Groundwater is the sole source of drinking water in the Quonochontaug headland in Charlestown, Rhode Island. Management and preservation of this water resource and the surrounding coastal ponds is of increasing importance as population increases and seasonal homes are converted to year-round residences. The potential for saltwater intrusion in the fractured bedrock aquifer, and pollution of groundwater and the coastal salt ponds from anthropogenic sources of nitrate are addressed in this study. Water samples were collected from 47 private wells with a variety of depths, including shallow wells constructed in the stratified glacial material and deep wells drilled into the underlying fractured granitic bedrock.
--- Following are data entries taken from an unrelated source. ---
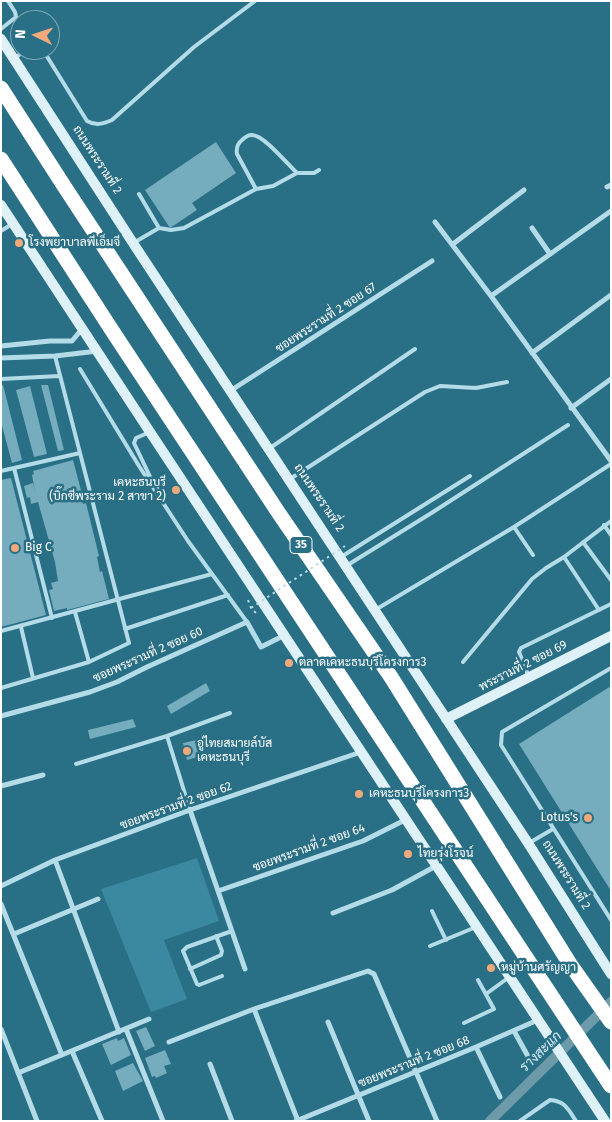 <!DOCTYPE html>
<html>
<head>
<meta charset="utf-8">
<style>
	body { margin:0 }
	#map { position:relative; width:612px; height:1122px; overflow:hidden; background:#296f86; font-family:"Fira Sans",sans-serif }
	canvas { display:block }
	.frame { position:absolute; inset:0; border:2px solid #fff; pointer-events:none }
	.north { position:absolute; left:10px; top:10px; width:50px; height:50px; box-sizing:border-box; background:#296f86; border:1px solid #7fa9b6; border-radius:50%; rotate:274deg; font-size:14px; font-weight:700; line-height:20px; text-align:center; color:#fff }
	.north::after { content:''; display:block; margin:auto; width:18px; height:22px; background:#efa97b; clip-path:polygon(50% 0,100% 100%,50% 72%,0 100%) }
</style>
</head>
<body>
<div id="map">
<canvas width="612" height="1122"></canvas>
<div class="frame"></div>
<div class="north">N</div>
</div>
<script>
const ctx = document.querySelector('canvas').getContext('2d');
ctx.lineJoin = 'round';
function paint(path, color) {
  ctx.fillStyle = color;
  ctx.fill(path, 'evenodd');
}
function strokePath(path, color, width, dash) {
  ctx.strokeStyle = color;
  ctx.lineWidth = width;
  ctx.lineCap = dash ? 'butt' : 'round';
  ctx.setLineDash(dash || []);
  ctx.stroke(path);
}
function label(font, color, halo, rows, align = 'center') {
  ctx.font = font + ' "Fira Sans",Sarabun,sans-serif';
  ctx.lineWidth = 5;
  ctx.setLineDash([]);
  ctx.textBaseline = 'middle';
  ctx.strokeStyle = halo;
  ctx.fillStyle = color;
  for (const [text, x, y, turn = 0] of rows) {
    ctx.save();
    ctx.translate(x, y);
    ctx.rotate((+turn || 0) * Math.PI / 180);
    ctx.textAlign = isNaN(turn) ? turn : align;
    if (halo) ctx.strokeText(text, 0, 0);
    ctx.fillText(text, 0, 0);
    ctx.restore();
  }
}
paint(new Path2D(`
	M197 858 219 921 164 940 187 999 151 1012 101 889Z`), '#3b89a1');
strokePath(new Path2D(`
	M490 1121 611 1002`), '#6c9aa8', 10);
paint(new Path2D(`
	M216 142 236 173 192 203 197 210 170 228 145 190Z
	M1 385H3L22 460 12 463 1 422Z
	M41 385H48L64 450 58 451Z
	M30 386 47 454 34 457 16 390Z
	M73 460 82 494 80 495 83 504 86 503 99 556 97 557 100 572 102 571 109 599 67 610V608L54 611 49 590 53 589 51 583 58 581 55 562 38 502 31 504 30 497 27 498 24 486 33 483 35 491 32 475 34 474 33 471Z
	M11 478 46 615 1 627V480Z
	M206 683 210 691 171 714 167 706Z
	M611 686V891L519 744Z
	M133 719 136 727 90 739 88 730Z
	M197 740 201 756 187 760 183 743Z
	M146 1027 155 1046 145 1051 136 1031Z
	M117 1038 118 1041 124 1038 131 1055 111 1065 102 1044Z
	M165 1050 171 1064 164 1066 167 1073 156 1078 155 1076 152 1077 145 1058Z
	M133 1063 143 1081 123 1091 115 1071Z`), '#75acbe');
strokePath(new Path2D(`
	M248 600 251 608 258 615`), '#b4dce8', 2, [2.5, 4]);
strokePath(new Path2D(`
	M1 29 16 17 15 12 8 1
	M43 50 87 121C96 126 103 124 112 120L194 47 255 1
	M14 59 25 50
	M256 189 237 154C236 148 237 144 242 140 244 138 248 135 252 135 264 135 288 165 297 173
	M139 194 159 228
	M1 231 12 224
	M135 242 159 228 171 230 184 228 256 189 273 186 297 173H314L319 170
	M80 369 139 466 188 541 247 622
	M1 379 59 376
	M150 432 136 438 134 443 154 485
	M270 448 415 349
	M14 468 52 618
	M1 471 80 453
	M290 479 425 392 440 386 476 388 507 382
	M604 525 611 535
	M514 527 533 555
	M583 542 611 580
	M341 557 470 476
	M564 557 599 610
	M346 566 433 512 568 425
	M375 610 514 527 611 464
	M75 612 89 662
	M21 627 33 678
	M125 629 228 595
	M1 631 212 574
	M463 662 532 579 546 568 564 557 611 521
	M611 668 502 732 501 745 611 920
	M529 677 519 652 521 648 611 604
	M1 688 89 662 129 643 55 356
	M167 736 190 810
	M76 764 167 736 230 713
	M529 843 553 829
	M432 911 446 940
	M430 946 476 927
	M190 969 221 955 222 951 216 936
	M222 976 199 985 197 984 183 951 187 947 232 931
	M486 994 508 978
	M464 1023 494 1009 478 980
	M520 1121 550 1100C565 1101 568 1109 576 1121`), '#b4dce8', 4);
strokePath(new Path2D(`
	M607 187 611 185
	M435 222 491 296 611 461
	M532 228 550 254
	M453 244 524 190
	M491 296 611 211
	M1 346 50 341H72L82 329
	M532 353 611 295
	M1 358 55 356 98 351
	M230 391 432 261
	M571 408 611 379
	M1 716 90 692 117 682 147 667 247 622 261 647 285 635
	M1 786 43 775
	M190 810 245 969
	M55 860 119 1032
	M1 886 55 860 190 810 361 752
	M218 891 363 841 405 820
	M1 904 62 1055
	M333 913 392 890 436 866
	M14 934 98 899
	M254 1009 298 1121
	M328 1022 369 1121
	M1 1029 37 1121
	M126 1029 163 1121
	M514 1031 530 1060
	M169 1042 254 1009 368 971 374 974 437 1121
	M476 1047 500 1097
	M72 1051 102 1121
	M210 1064 232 1121
	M18 1073 149 1019
	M296 1121 476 1047 538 1020`), '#b4dce8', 5);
strokePath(new Path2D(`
	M1 39 133 243 528 843 611 974
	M1 205 150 432 605 1121
	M446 719 611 636`), '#def1f7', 10);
strokePath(new Path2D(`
	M1 88 64 186 278 512 391 677 570 964 611 1022
	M1 159 115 335 611 1086`), '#fff', 15);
strokePath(new Path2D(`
	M251 608 345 546`), '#b4dce8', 2, [2.5, 4]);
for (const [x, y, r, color] of [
	[19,243,5,"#efa97b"],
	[176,490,5,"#efa97b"],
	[15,548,5,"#efa97b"],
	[289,663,5,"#efa97b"],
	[187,751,5,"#efa97b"],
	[359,794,5,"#efa97b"],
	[588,818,5,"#efa97b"],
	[408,854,5,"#efa97b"],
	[491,968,5,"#efa97b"]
]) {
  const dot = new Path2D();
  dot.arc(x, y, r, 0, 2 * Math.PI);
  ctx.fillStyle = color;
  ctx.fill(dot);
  strokePath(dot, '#296f86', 2);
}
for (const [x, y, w] of [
	[301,545,22]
]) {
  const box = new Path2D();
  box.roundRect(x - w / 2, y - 8.5, w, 17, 4);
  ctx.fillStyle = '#296f86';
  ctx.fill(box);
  strokePath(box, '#fff', 1);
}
label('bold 11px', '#fff', null, [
	["35",301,545]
]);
label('12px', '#fff', '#296f86', [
	["ถนนพระรามที่ 2",97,160,57],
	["ซอยพระรามที่ 2 ซอย 67",326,318,-33],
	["ถนนพระรามที่ 2",319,498,56],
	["ซอยพระรามที่ 2 ซอย 60",148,655,-24],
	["พระรามที่ 2 ซอย 69",523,666,-27],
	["ซอยพระรามที่ 2 ซอย 62",176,806,-20],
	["ซอยพระรามที่ 2 ซอย 64",309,848,-20],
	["ถนนพระรามที่ 2",566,875,58],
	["ซอยพระรามที่ 2 ซอย 68",414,1062,-22]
]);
label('12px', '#fff', '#296f86', [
	["โรงพยาบาลพีเอ็มจี",29,243],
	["เคหะธนบุรี",166,483,"right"],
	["(บิ๊กซีพระราม 2 สาขา 2)",166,497,"right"],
	["Big C",25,548],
	["ตลาดเคหะธนบุรีโครงการ3",299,663],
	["อู่ไทยสมายล์บัส",197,744],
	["เคหะธนบุรี",197,758],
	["เคหะธนบุรีโครงการ3",369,794],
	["Lotus's",578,818,"right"],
	["ไทยรุ่งโรจน์",418,854],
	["หมู่บ้านศรัญญา",501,968]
], 'left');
label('italic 14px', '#d0ebf3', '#296f86', [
	["รางสะแก",541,1052,-44]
]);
</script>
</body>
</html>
The sampling locations allow for analysis of spatial and depth related trends in water chemistry. This area has many seasonal residents, resulting in greater stress on the groundwater system in the summer. In order to evaluate temporal trends, samples were collected in three rounds; early summer, late summer, and fall. Chloride concentrations, an indicator of saltwater intrusion, indicate that there is no significant spatial distribution of elevated concentrations and no temporal trend in chloride concentrations observed. Although not widespread, some isolated incidents of saltwater intrusion (up to 7500 mg/L Cl^-) were found, indicating that the area is susceptible to saltwater intrusion, likely facilitated by transmission of brackish/saline water along fractures in the bedrock. Nitrate concentrations were above background levels (0-1 mg/L NO₃-N) in 92% of samples collected, and 27% of samples reached 5 mg/L, indicating widespread anthropogenic impact from septic systems, cesspools and fertilizers. The overall distribution of nitrate remained consistent throughout the three sampling rounds, indicating no temporal trend. Data analysis revealed a strong association between housing density and observed nitrate concentrations. This positive correlation was used to develop a GIS-based model for predicting nitrate concentrations throughout the salt pond region. The resulting model provides a management tool that can be used for targeting areas of concern and to better constrain the magnitude of groundwater-derived nitrogen loading to the nearby salt ponds.